徳川家康は江戸城を整備するとともに、江戸の町割を実施した。まず江戸城のすぐ下まで入り込んでいた日比谷入り江が埋め立てられ、神田、日本橋、京橋などの下町ができ、ここに駿府や上方をはじめ全国から商人や職人の集団がそれぞれの親方に率いられて移住し、同業者集住を原則とする町屋(一般庶民の居住地)が成立した。町屋は原則として京間六十間(120m)四方の正方形街区を基準とする碁盤目状の道路割りが行われ、道路沿いに奥行二十間(40m)の町屋敷が配置された。町屋敷をとった残りの中央部には二十間四方の「会所地(かいしょち)」(図1)と呼ばれる空き地がとられ、慶安時代に禁止されるまで、多くはごみ捨て場として使用されていた。明暦の大火(1657)以後、飛躍的な人口増加に伴って町割の整備も広範囲に及んだ。

慶安以降、整備されたごみ処理

江戸の初期、人々はごみを屋敷内に埋めたり、川や堀に投棄したり、会所地に捨てていた。付近の住民は悪臭や蚊、ハエなどに悩まされていたようである。頻発する火事を防止する意図から外でごみ焼却を行うことを禁じる通達はたびたび出ていたが、慶安二年(1649)、奉行所が「町触」を出し、「会所地」へのごみ投棄に対する禁令を出している(図2)。また、明暦元年(1655)には、深川永代浦をごみ投棄場に指定した。当時は葦の茂った干潟だった永代浦は、以後、江戸の人々のごみによって埋立が進み、新田が造成された。深川一帯は数多くの町が成立して料理屋、茶屋が軒を並べて繁栄することになる。寛文二年(1662)、日本橋を境に江戸の町を南北に分け、幕府の許可を受けた「浮芥定浚組合(うきあくたじょうざらいくみあい)」の請負人仲間が鑑札をもらい、一定の場所に集められたごみを芥船で収集して運搬・処理するようになった。
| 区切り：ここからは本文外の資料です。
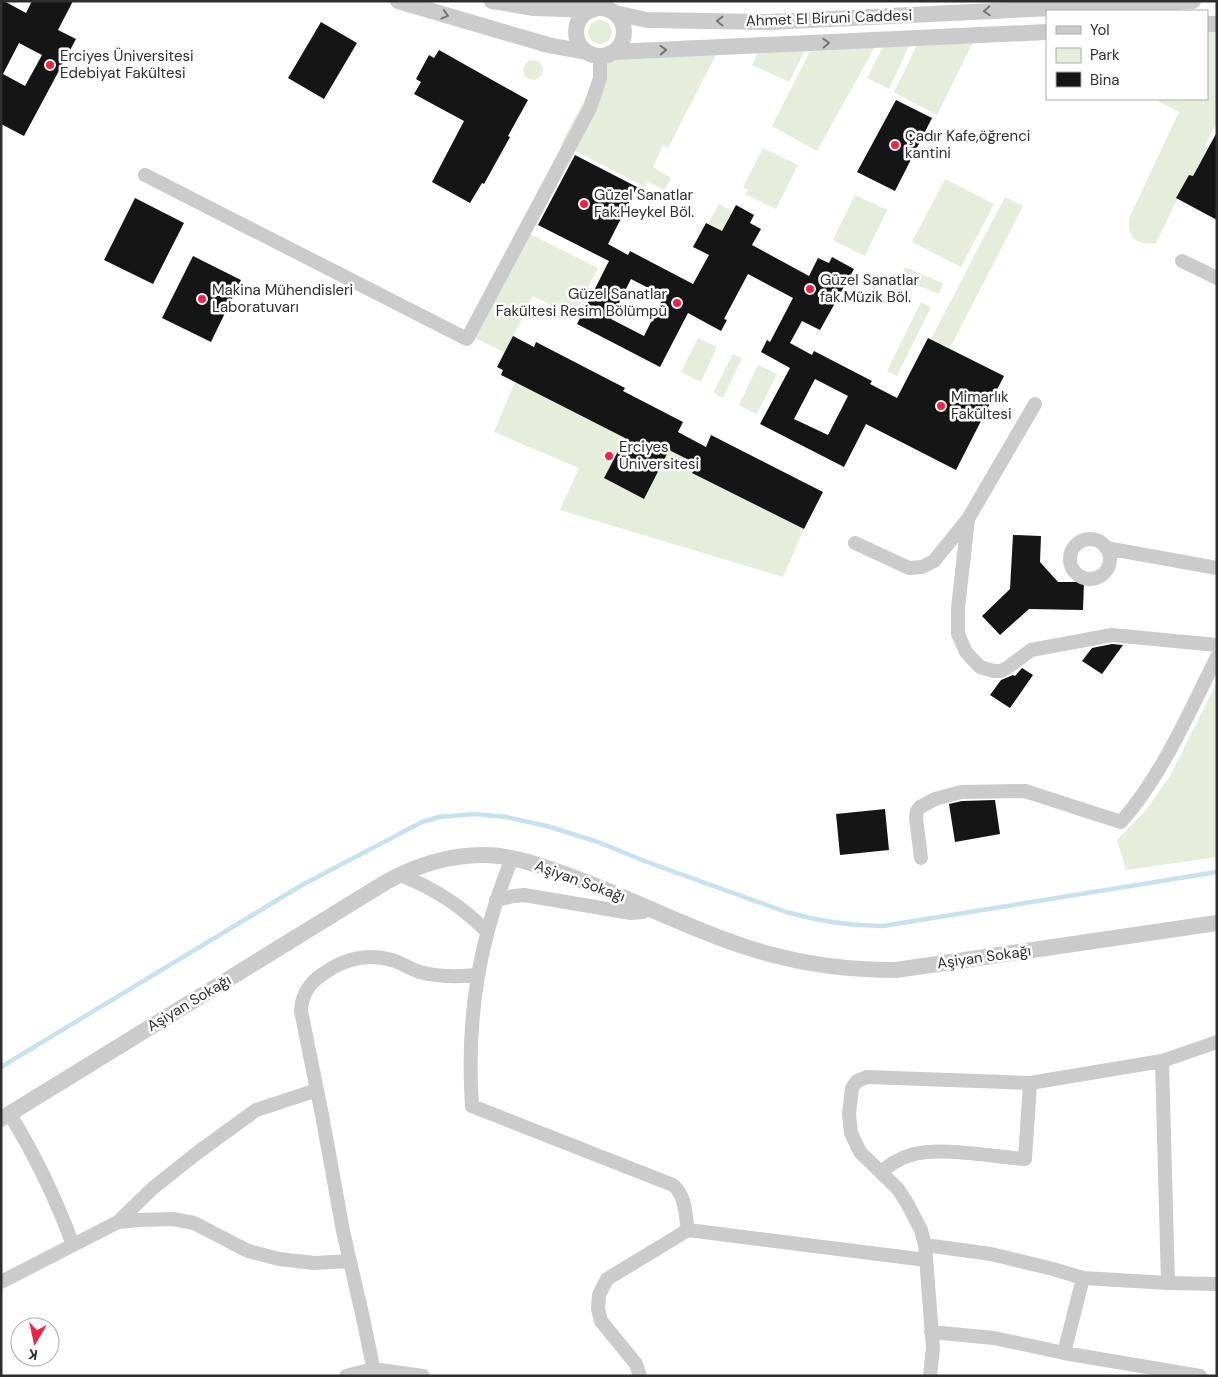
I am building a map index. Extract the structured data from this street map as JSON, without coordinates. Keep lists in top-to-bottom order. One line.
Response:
{"streets":{"street":["Ahmet El Biruni Caddesi","Aşiyan Sokağı"]},"places":["Erciyes Üniversitesi Edebiyat Fakültesi","Çadır Kafe,öğrenci kantini","Güzel Sanatlar Fak.Heykel Böl.","Güzel Sanatlar fak.Müzik Böl.","Makina Mühendisleri Laboratuvarı","Güzel Sanatlar Fakültesi Resim Bölümpü","Mimarlık Fakültesi","Erciyes Üniversitesi"],"legend":["Yol","Park","Bina"],"north":"bottom"}
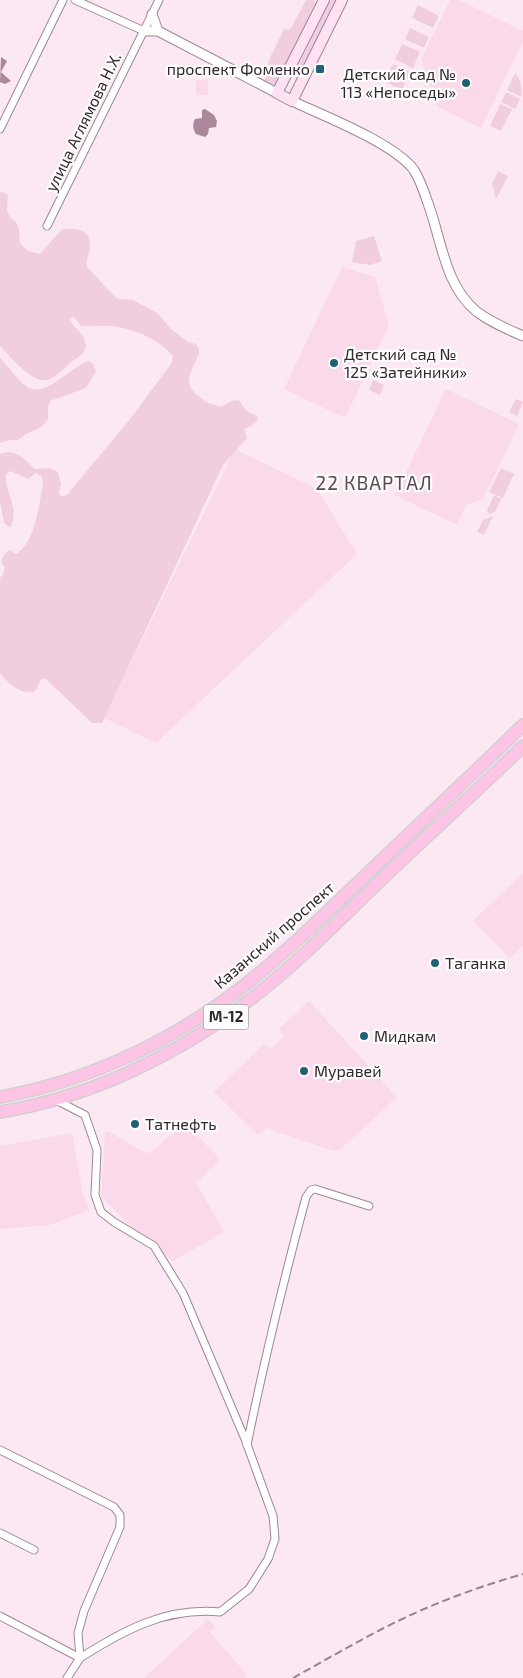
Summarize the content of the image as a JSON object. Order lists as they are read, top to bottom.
{
  "streets": {
    "main road": ["Казанский проспект", "М-12"],
    "street": ["улица Аглямова Н.Х."]
  },
  "districts": ["22 КВАРТАЛ"],
  "places": {
    "transit": ["проспект Фоменко"],
    "other": [
      "Детский сад № 113 «Непоседы»",
      "Детский сад № 125 «Затейники»",
      "Таганка",
      "Мидкам",
      "Муравей",
      "Татнефть"
    ]
  }
}
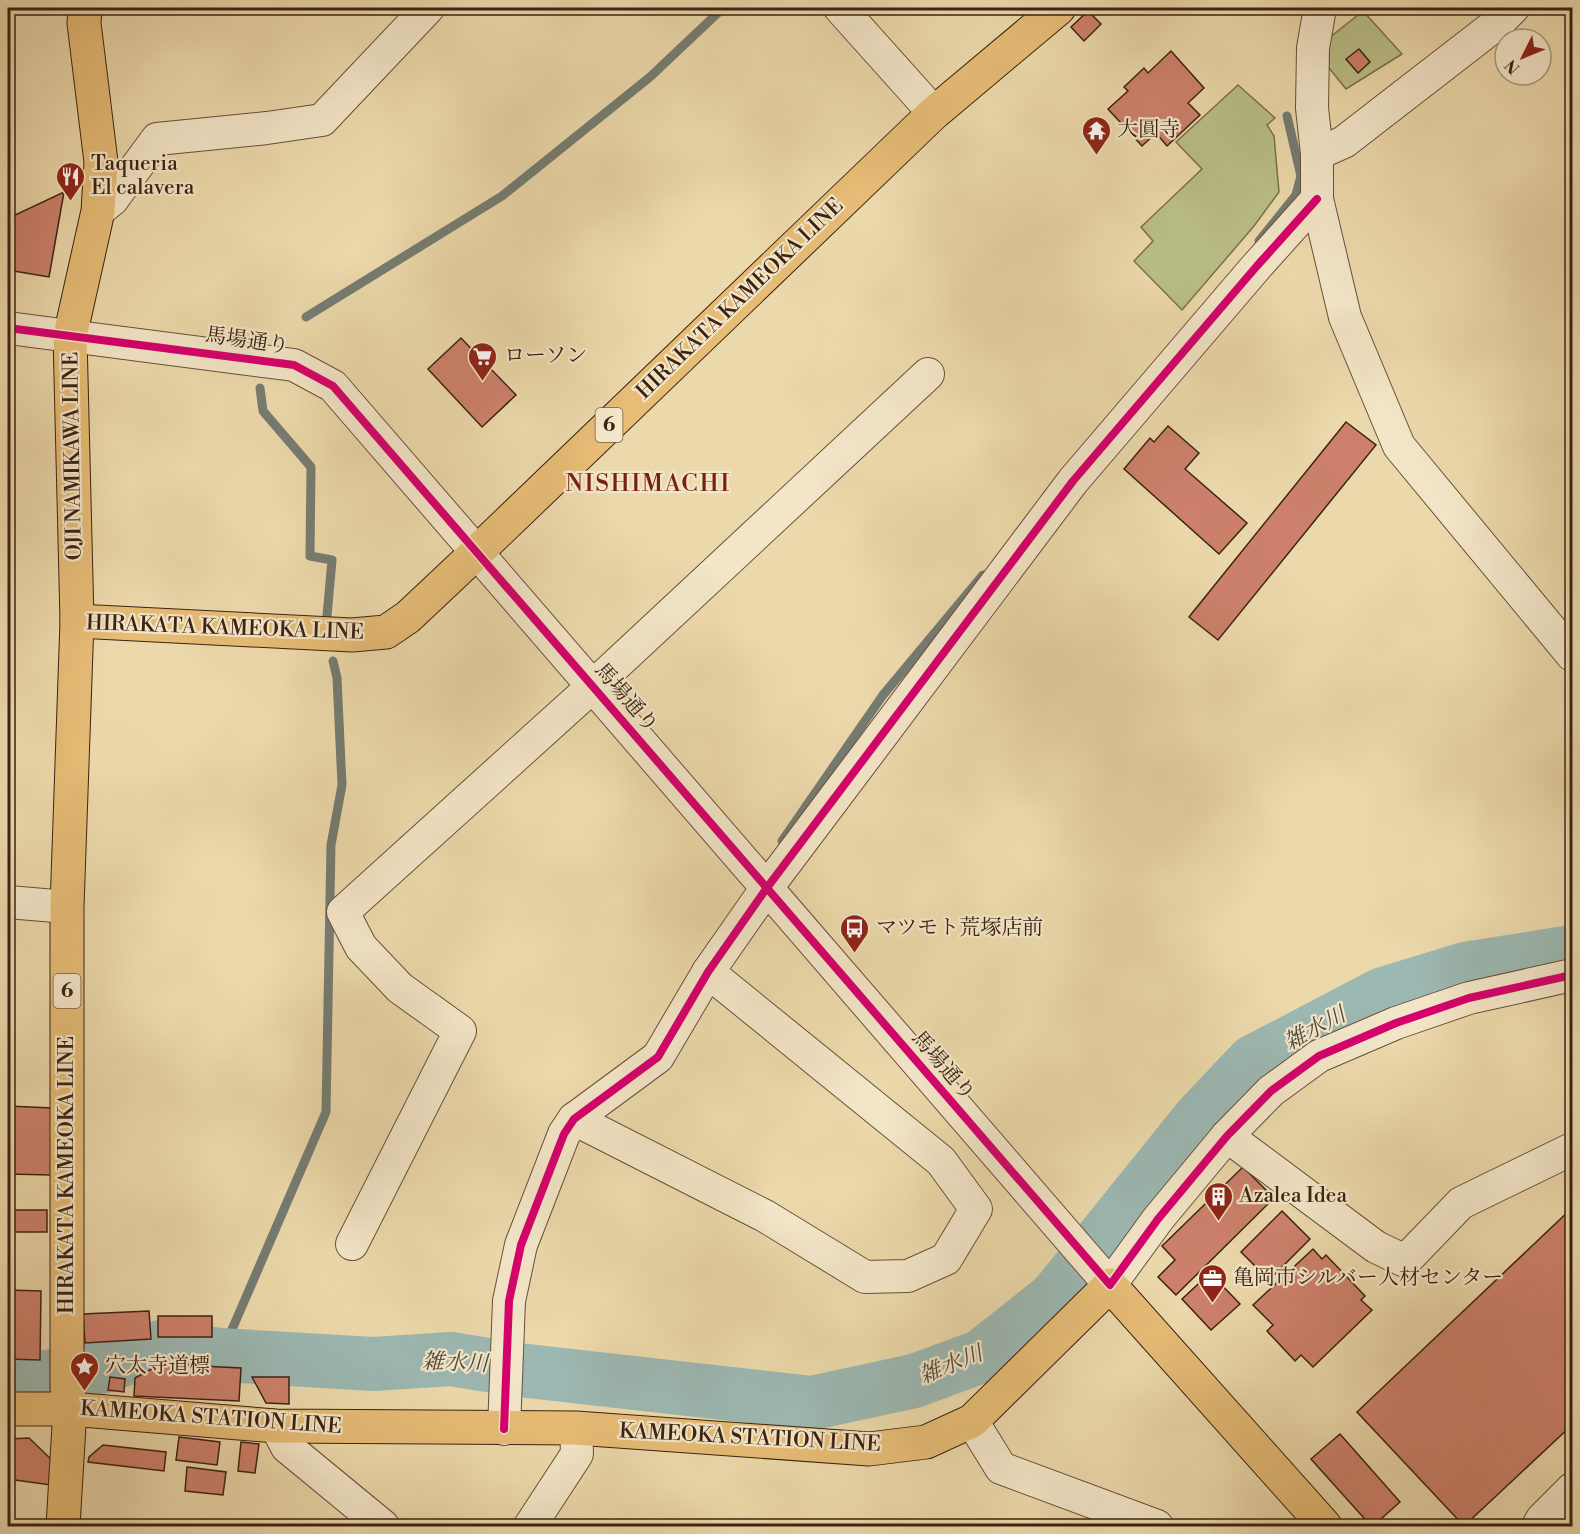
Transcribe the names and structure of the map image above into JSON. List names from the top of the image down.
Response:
{
  "streets": {
    "main road": [
      "HIRAKATA KAMEOKA LINE",
      "6",
      "OJI NAMIKAWA LINE",
      "KAMEOKA STATION LINE"
    ],
    "street": ["馬場通り"]
  },
  "crossings": [
    ["HIRAKATA KAMEOKA LINE", "馬場通り"],
    ["HIRAKATA KAMEOKA LINE", "OJI NAMIKAWA LINE"],
    ["HIRAKATA KAMEOKA LINE", "KAMEOKA STATION LINE"],
    ["馬場通り", "OJI NAMIKAWA LINE"],
    ["馬場通り", "KAMEOKA STATION LINE"]
  ],
  "districts": ["NISHIMACHI"],
  "water": ["雑水川"],
  "places": {
    "temple": ["大圓寺"],
    "restaurant": ["Taqueria El calavera"],
    "supermarket": ["ローソン"],
    "bus stop": ["マツモト荒塚店前"],
    "building": ["Azalea Idea"],
    "office": ["亀岡市シルバー人材センター"],
    "place": ["穴太寺道標"]
  },
  "north": "bottom left"
}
これにより、ごみの収集・運搬・処分を公的に執行する体制が確立された(図3)。これらの政策は、実施にあたり住民の生活に合うよう調整され、町奉行は法令を出す際にその可否を町に問い合わせてから行うこともあったという。江戸のごみ処理システムが比較的早い時期に整備されたのも、住民の知恵が活かされていたことが大きな要因だった。

図2/「江戸時代のごみ処理に関する通達」
出典:平成13年版循環型社会白書 環境省

時代(西暦) 当時の将軍 歴 史 出 典
慶安元年(1648) 家光(3代) ごみによる街路の補修を禁止するとともに下水溝へのごみ投棄を禁止 正宝事録
慶安二年(1649) 家光 ごみを会所地に捨てることを厳しく禁止 正宝事録
明暦元年(1655) 家綱(4代) 永代浦をごみ投棄場に指定し、昼間にごみを投棄するよう通達 享保集成
寛文二年(1662) 家綱 ごみ投棄船による収拾・運搬を行い、他の場所へのごみの不法投棄を禁止 麈芥永久録
寛文三年(1663) 家綱 ごみ処理の請負人を指定し、鑑札を発行 麈芥掃除史
寛文三年(1663) 家綱 ごみの収拾料金を定めた(1間口の長さに対して1分の料金とした) 東照宮本
元禄九年(1695) 綱吉(5代) 永代橋をごみ投棄場に指定  
享保十五年(1730) 吉宗(8代) 越中島をごみ投棄場所に指定  

図4/「天保十三年(1842)南鍋町一丁目居住形態図」より
資料提供:東京都中央区立京橋図書館 ※現在の銀座5丁目三笠會館付近

清潔な江戸を可能にしたさまざまなリサイクル

江戸の都市の面積のほとんどは武家屋敷で占められていたにもかかわらず、町方人口は武士とほぼ同数だったといわれている。町方には、表通りに町屋敷を持つ地主層と、土地は持たないものの表通りに土地を借り持つ地借層、表通りに面しない裏長屋に住む店借層がいた(図4)。表通りでは商売が営まれ、裏長屋では店の奉公人や職人、行商人など江戸の大部分の庶民が生活していた。裏長屋では「九尺二間(四畳半の畳と台所を含め約六畳)」に一家で住み、慎ましく暮らしていた(写真1)。人々は、使ったものをすぐごみとして捨てるのではなく、別の使用方法を考えて再利用していたようだ。江戸には、リサイクルを成立させる350種以上の職人達が存在していた。

図3/「江戸のごみの収集・運搬・処理のフロー」
出典:平成13年版循環型社会白書 環境省

ごみをごみにしない資源循環の代表 ーし尿、灰、稲藁

江戸庶民の暮らしの中で、リサイクルされてきたものの代表例として、し尿、灰、稲藁がある。江戸初期には排泄物は川や堀に流されていたが、江戸近郊の村々で農作物を作るための貴重な肥料として売買されるようになる。し尿を肥料にして栽培すると野菜類が早く育ち、品質が格段に良くなった。長屋の雪隠(せっちん:共同トイレ)(写真2)から汲み取られる下肥は大家の収入となり、年収の半分を占め、「店中の尻で大家は餅をつき」と揶揄されるほどだった。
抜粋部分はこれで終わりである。